Re: Changing the state of data checksums in a running cluster

From: Tomas Vondra <tomas(at)vondra(dot)me>
To: Daniel Gustafsson <daniel(at)yesql(dot)se>, Heikki Linnakangas <hlinnaka(at)iki(dot)fi>
Cc: Andres Freund <andres(at)anarazel(dot)de>, Bernd Helmle <mailings(at)oopsware(dot)de>, Michael Paquier <michael(at)paquier(dot)xyz>, Michael Banck <mbanck(at)gmx(dot)net>, PostgreSQL Hackers <pgsql-hackers(at)lists(dot)postgresql(dot)org>
Subject: Re: Changing the state of data checksums in a running cluster
Date: 2026-03-27 23:13:40
Message-ID: 68e8b8f2-c40a-4f0a-9d3f-5092d89d7afe@vondra.me
Views: Whole Thread | Raw Message | Download mbox | Resend email
Thread:
Lists: pgsql-hackers

Hi Daniel,

On 3/27/26 23:03, Daniel Gustafsson wrote:
> The attached rebase contains lots more polish, mostly renaming variable names
> for clarity, tidying up comments and documentation and some smaller bits of
> cleanup like moving more code out of xlog.c.
>
> This version runs all the tests in a normal test-run, with a few of them pared
> down with larger runs gated by PG_TEST_EXTRA. I thinkt the tests are still too
> expensive in the event of getting committed, but it's helpful to have them
> during dev and test. Executing pgbench sometimes fails in CI but I've been
> unable to reproduce that so not entirely sure what is going on there.
>
> Heikki, Andres and Tomas; as you have been reviewing this patchset, what do you
> feel is left for considering this for commit? (Apart from figuring out the CI
> test thing mentioned above which I think is a buildsystem issue.) I think 0001
> could be considered independently of 0002 and is cleanup in it's own right.
>

Nothing particular comes to my mind, really. All the suggestions and
ideas I've had regarding the patch I've already shared during the
earlier reviews/testing. I'll take a look over the weekend, but I don't
expect to find anything, especially now that Heikki reviewed it.

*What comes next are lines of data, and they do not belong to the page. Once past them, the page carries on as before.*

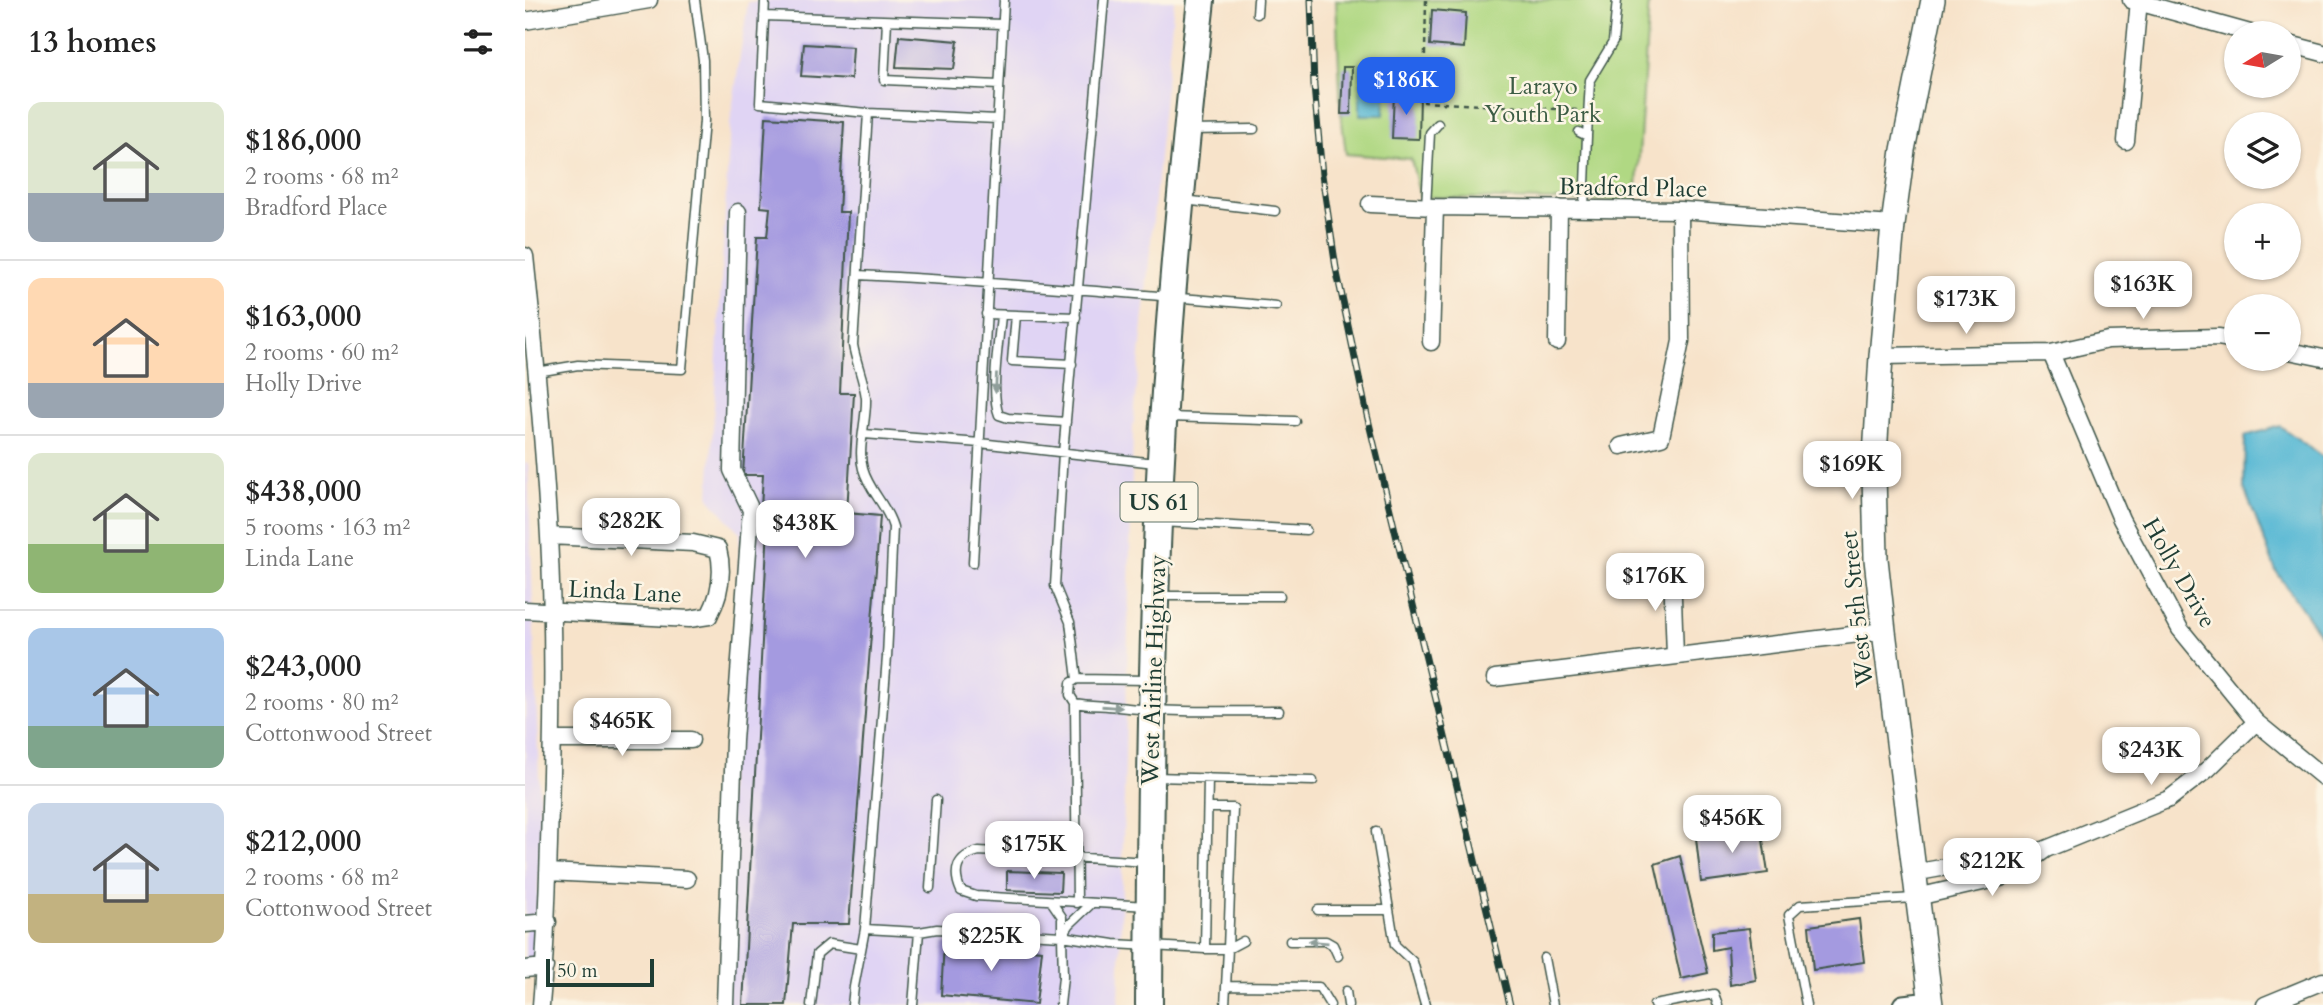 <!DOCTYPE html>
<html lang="en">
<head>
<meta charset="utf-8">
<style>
	:root { --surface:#fff; --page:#f2f2f2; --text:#222; --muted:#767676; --line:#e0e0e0; --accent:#2563eb }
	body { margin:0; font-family:Cardo,serif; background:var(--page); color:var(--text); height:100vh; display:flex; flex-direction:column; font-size:26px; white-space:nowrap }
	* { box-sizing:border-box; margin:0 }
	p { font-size:23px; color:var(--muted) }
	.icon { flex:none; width:38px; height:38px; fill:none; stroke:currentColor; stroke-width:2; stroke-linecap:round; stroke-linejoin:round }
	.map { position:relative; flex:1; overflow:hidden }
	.sheet { display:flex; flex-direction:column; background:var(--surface); width:525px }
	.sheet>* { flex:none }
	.needle { width:46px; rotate:259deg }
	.buttons { position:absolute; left:1699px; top:21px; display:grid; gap:14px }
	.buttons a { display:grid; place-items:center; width:77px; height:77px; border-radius:50%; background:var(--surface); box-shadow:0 2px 5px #0004; font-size:35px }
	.scale { position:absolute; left:21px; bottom:18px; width:108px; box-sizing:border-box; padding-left:7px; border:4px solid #1f3d34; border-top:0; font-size:19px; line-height:24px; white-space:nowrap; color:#1f3d34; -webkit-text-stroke:5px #fcf5e5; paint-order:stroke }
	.price { position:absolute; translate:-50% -60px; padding:0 16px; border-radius:14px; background:#fff; color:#222; font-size:23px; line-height:46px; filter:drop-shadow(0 2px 4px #0008) }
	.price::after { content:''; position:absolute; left:50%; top:42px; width:21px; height:16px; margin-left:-10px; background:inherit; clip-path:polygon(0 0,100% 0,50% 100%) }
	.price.selected { background:var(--accent); color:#fff }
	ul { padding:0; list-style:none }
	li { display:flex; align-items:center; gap:21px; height:175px; padding:0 28px }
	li+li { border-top:2px solid var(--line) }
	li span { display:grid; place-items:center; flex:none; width:196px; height:140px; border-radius:14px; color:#555 }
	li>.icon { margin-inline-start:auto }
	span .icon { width:84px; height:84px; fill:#fffc; stroke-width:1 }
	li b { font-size:30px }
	h2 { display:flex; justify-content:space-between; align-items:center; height:84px; padding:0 28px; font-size:30px }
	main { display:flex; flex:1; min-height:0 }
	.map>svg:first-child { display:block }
</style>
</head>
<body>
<main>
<section class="sheet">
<h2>13 homes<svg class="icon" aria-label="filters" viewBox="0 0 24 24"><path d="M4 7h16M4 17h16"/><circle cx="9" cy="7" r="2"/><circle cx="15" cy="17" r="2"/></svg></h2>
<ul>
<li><span style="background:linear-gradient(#dfe7d0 65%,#9aa5b1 0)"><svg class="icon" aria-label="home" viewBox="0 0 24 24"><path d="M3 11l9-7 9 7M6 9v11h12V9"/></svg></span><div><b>$186,000</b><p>2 rooms · 68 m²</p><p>Bradford Place</p></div></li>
<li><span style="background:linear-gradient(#ffd9b3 75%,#9aa5b1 0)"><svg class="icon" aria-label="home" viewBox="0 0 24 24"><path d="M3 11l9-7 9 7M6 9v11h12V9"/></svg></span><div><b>$163,000</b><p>2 rooms · 60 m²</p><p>Holly Drive</p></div></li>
<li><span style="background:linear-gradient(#dfe7d0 65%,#8fb573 0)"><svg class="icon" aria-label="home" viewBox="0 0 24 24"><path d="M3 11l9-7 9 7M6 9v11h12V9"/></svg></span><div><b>$438,000</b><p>5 rooms · 163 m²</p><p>Linda Lane</p></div></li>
<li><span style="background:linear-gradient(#a9c7e8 70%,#7fa58c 0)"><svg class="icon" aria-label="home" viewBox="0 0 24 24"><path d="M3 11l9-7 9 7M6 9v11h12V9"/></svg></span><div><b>$243,000</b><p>2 rooms · 80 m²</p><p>Cottonwood Street</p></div></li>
<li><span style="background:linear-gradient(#c9d6e8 65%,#c2b280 0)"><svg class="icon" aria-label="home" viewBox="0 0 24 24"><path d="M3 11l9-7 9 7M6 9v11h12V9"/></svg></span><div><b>$212,000</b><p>2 rooms · 68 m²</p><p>Cottonwood Street</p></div></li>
</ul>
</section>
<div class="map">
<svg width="1798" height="1005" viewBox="0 0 1798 1005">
	<rect width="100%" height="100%" fill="#fcf5e5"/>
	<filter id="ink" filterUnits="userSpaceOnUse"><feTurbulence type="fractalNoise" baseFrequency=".0143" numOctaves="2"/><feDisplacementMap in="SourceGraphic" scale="14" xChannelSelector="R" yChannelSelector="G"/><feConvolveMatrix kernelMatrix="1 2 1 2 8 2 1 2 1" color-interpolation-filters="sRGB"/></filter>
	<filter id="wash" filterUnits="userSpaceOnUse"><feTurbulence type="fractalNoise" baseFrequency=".00686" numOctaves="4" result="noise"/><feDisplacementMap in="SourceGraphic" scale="28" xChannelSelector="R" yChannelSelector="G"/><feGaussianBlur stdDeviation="1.57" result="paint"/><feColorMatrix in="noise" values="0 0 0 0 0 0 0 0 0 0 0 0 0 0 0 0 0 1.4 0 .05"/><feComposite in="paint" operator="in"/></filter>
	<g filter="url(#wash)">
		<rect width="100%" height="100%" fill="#f7e3ca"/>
		<path fill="#e0d4f4" d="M245,0H649L608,428L594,1005H193L215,533L184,498L205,123L223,2Z
			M0,463H3L16,837L10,961L0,962Z"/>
		<path fill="#b0d883" stroke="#688a5c" stroke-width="2" d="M811,0H1124L1111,202L895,197L886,159L821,154L816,113Z"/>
		<path fill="#56b8d4" stroke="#3a7a84" stroke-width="2" d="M835,64L882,67L883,91L861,90L859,115H835Z
			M1755,426L1798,457V639L1751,571L1719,488L1720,436Z"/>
		<g id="blocks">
			<path fill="#a49ae0" d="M907,10L941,13L939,48L905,45Z
				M374,36L433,41L429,69L371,67Z
				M279,44L328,47L326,79L276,76Z
				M818,67H827L826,114H816Z
				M869,94L895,95L894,139L867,138Z
				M241,117L319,122L314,212H323L315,393H329L322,513L355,516L324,924H268L261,1005H218L244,507L236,508L238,475H218L232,237H242L245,208L236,207Z
				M1236,827L1243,873L1176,882L1171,838Z
				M1155,856L1183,973L1156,979L1130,864Z
				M482,871L536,873L535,892L482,890Z
				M1334,919L1339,962L1288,970L1284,926Z
				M1224,928L1231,980L1205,985L1203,947L1187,950V932Z
				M419,943L517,950L511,1004L416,995Z"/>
		</g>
	</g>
	<g filter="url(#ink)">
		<use href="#blocks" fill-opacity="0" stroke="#3f564a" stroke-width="2"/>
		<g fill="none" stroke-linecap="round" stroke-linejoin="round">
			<g stroke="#3f564a" stroke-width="11">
				<path id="service" d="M240,0L235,103L343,113L328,345C331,363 339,380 341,398C342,420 332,449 338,469C344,491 362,505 368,527L362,657L340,929L329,987L327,1005
					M732,14L733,0
					M239,16L477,24
					M362,21L359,80L474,85
					M343,113L472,119
					M665,130L729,129
					M1054,132L1062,136L1059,208
					M1062,136L1065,80L1088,42L1092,0
					M659,200L750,211
					M901,207L905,133L913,124
					M333,275C472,282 612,294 751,306
					M461,314L551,317
					M476,315C474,341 465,393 474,415L483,418L541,422
					M491,315L487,361L547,364
					M12,372L53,365L157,369L179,121L178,60L170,0
					M643,417L770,421
					M339,434L455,443L630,463
					M636,522L781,530
					M448,563L479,0
					M634,596H755
					M552,679L545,622L530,586L538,453L579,0
					M623,680L552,679L546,683L545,695L550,703C564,706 579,705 593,707C647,713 700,711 754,711
					M550,703L552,903
					M629,777L788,781
					M683,808H708L703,949
					M851,832L870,945L888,962L900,1005
					M622,862L454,851C432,856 427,871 436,891L451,896L623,906
					M405,888L411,800
					M526,901L537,917V936
					M793,910H864
					M340,929L394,932L412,929L537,936L538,977L535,1005
					M537,936L589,944L680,949L683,778
					M537,936L545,924L565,905
					M765,941H801L808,945L813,956
					M680,949H703L700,1005
					M703,949L718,941
					M1019,958L1028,1005
					M701,986L794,987L805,1005
					M821,991L823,1005
					M286,1005L292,954L304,944L336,949
					M388,1005L394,932
					M1129,1005L1189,994L1193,1005
					M1281,1005L1264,915L1275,905L1389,898"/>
			</g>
			<g stroke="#3f564a" stroke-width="19">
				<path id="minor" d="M1606,0L1725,33
					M0,21L124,0
					M1764,44L1798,53
					M1601,141L1614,0
					M845,204L910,207L1155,210L1368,225
					M0,256C10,350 19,443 24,537C29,627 28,718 25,808C23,874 22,939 16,1005
					M906,342L910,207
					M1032,342L1034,208
					M1764,351L1798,358
					M1526,353L1596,519L1655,629L1731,722L1798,777
					M1356,356L1526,353L1583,340L1693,337L1712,340
					M1096,446L1136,437L1156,341L1155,210
					M1147,569L1150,656
					M0,610L164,619L184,616C195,595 199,572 193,549L168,543L24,536
					M970,678L1359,631
					M27,740H166
					M23,872L162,879
					M1388,873L1518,850
					M1392,897L1475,878L1496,867L1521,849L1644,799L1683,769L1731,722
					M0,924L23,922
					M0,969L20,967
					M200,1005L209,741L226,510L207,470L213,212
					M1740,1005L1798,981"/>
			</g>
			<g stroke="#3f564a" stroke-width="23">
				<path id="tertiary" d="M1378,1005L1406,1002"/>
			</g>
			<g stroke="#3f564a" stroke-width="26">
				<path id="secondary" d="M1406,1005L1359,631L1351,559L1349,473L1356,356L1368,225L1378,150L1408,0"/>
			</g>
			<g stroke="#3f564a" stroke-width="30">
				<path id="trunk" d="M624,1005C625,844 626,683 633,523C640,348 657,174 676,0"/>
			</g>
			<path stroke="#3f564a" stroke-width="2.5" stroke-dasharray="5 5" stroke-linecap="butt" d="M901,0L899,102L1053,110"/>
			<use href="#service" stroke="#fff" stroke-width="8"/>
			<use href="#minor" stroke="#fff" stroke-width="16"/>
			<use href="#tertiary" stroke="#fff" stroke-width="19"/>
			<use href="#secondary" stroke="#fff" stroke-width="23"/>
			<use href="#trunk" stroke="#fff" stroke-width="26"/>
			<g stroke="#1f3d34" stroke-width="7">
				<path id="rail" d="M786,0L789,86L797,175L811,268L842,415L985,1005"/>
			</g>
			<use href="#rail" stroke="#fcf5e5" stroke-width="4.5" stroke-dasharray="13" stroke-linecap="butt"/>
		</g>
		<defs><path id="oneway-solid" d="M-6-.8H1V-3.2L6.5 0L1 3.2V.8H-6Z" transform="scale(1.75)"/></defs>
		<g fill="#8f9e9a">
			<use href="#oneway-solid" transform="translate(471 383) rotate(93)"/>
			<use href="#oneway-solid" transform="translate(587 707) rotate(4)"/>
			<use href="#oneway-solid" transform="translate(793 942) rotate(-175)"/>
		</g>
	</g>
	<g text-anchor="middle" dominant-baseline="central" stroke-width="5" stroke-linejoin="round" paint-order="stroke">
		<rect fill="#fcf5e5" stroke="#617469" stroke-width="2" x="595.5" y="482.5" width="77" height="39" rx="5"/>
		<g font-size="23" font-weight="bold" fill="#1f3d34">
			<text x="634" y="502">US 61</text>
		</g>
		<g font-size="24" fill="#3c5c44" stroke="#fcf5e5">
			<text x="1018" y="86">Larayo<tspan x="1018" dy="28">Youth Park</tspan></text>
		</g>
		<g font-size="24" fill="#1f3d34" stroke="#fcf5e5">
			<text transform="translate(1108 188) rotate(1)">Bradford Place</text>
			<text transform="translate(1654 573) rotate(60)">Holly Drive</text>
			<text transform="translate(100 592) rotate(3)">Linda Lane</text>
			<text transform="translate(1332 609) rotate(-96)">West 5th Street</text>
			<text transform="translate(629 670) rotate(-88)">West Airline Highway</text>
		</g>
	</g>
</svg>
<div class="buttons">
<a><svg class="needle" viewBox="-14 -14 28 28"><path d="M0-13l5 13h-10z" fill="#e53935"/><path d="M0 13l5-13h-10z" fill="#767676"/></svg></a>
<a><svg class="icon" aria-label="layers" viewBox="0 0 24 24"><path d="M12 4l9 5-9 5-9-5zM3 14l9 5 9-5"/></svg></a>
<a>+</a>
<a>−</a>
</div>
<div class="scale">50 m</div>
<b class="price selected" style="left:881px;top:117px">$186K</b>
<b class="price" style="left:1618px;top:321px">$163K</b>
<b class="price" style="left:1441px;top:336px">$173K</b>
<b class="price" style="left:1327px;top:501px">$169K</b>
<b class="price" style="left:106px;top:558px">$282K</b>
<b class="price" style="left:280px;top:560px">$438K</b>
<b class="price" style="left:1130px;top:613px">$176K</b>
<b class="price" style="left:97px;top:758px">$465K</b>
<b class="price" style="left:1626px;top:787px">$243K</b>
<b class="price" style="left:1207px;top:855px">$456K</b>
<b class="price" style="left:509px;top:881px">$175K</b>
<b class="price" style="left:1467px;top:898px">$212K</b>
<b class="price" style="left:466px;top:973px">$225K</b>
</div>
</main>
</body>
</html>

The only thing that bothered me were the checksum failures in VM/FSM.
The VM failures were fixed (right?), and the FSM failures are expected
because we don't WAL-log that (and so no FPIs either).

That's a bit unfortunate, but it's not a new issue or the fault of this
patch, and it doesn't make it any worse. Fine with me.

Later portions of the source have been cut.